» Your assignment
Down to the last line, write out the entries below exactly and omit all pictures.

» Data records
::::::::
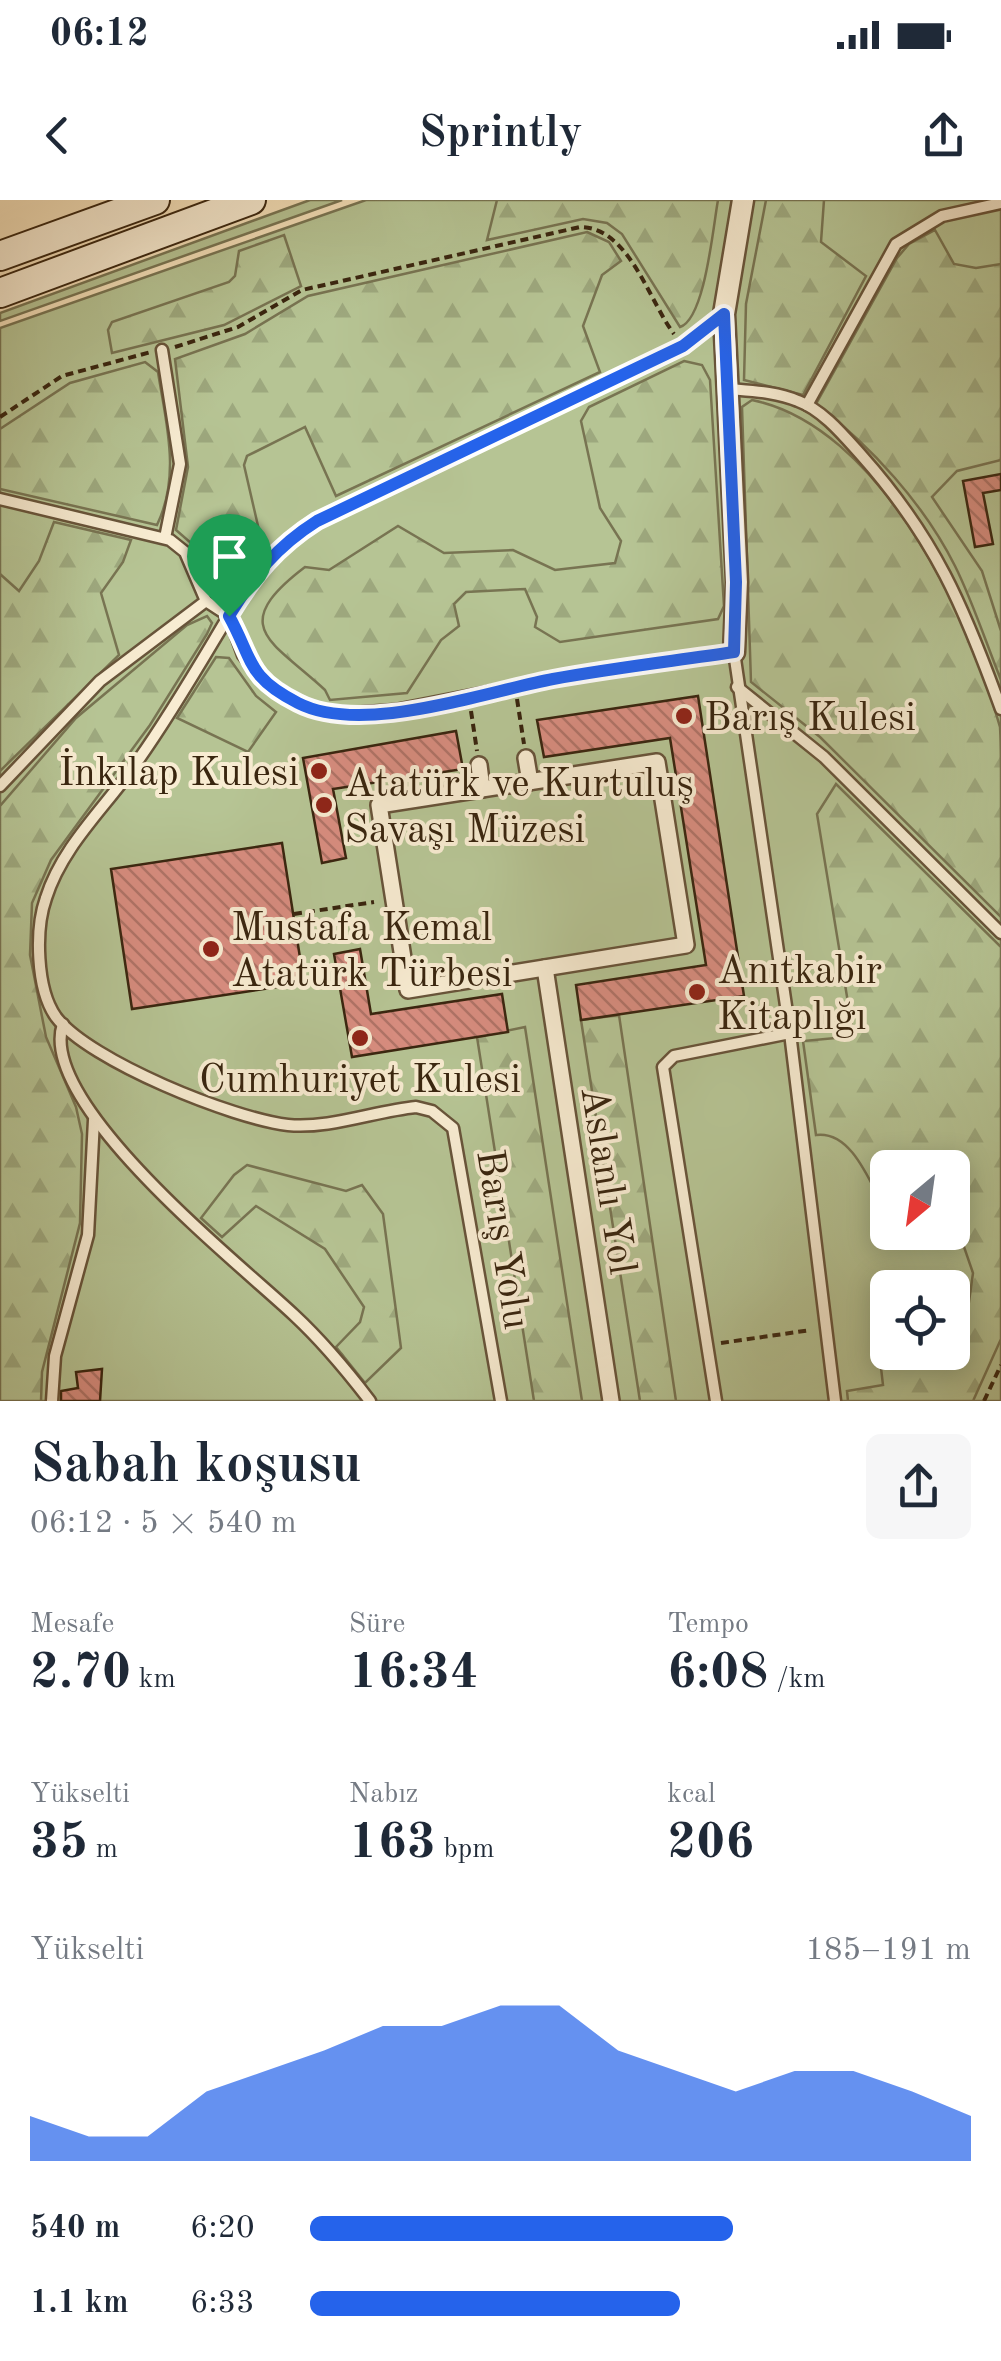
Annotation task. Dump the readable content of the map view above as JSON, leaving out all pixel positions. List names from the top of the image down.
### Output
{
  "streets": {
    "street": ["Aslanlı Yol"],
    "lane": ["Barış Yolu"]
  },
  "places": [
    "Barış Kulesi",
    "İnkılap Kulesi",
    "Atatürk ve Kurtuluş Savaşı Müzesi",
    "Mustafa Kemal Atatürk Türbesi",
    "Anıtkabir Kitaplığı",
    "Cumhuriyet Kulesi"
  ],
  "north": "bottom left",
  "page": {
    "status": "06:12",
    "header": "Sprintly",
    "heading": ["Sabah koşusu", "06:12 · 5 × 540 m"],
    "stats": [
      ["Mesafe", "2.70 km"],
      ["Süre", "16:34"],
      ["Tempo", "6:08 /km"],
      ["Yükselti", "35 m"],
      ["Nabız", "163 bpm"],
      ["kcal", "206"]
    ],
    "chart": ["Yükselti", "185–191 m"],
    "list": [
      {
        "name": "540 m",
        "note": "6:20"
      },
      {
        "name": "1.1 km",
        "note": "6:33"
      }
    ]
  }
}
::::::::
» Response to this task
Annotation task. Dump the readable content of the map view above as JSON, leaving out all pixel positions. List names from the top of the image down.
### Output
{
  "streets": {
    "street": ["Aslanlı Yol"],
    "lane": ["Barış Yolu"]
  },
  "places": [
    "Barış Kulesi",
    "İnkılap Kulesi",
    "Atatürk ve Kurtuluş Savaşı Müzesi",
    "Mustafa Kemal Atatürk Türbesi",
    "Anıtkabir Kitaplığı",
    "Cumhuriyet Kulesi"
  ],
  "north": "bottom left",
  "page": {
    "status": "06:12",
    "header": "Sprintly",
    "heading": ["Sabah koşusu", "06:12 · 5 × 540 m"],
    "stats": [
      ["Mesafe", "2.70 km"],
      ["Süre", "16:34"],
      ["Tempo", "6:08 /km"],
      ["Yükselti", "35 m"],
      ["Nabız", "163 bpm"],
      ["kcal", "206"]
    ],
    "chart": ["Yükselti", "185–191 m"],
    "list": [
      {
        "name": "540 m",
        "note": "6:20"
      },
      {
        "name": "1.1 km",
        "note": "6:33"
      }
    ]
  }
}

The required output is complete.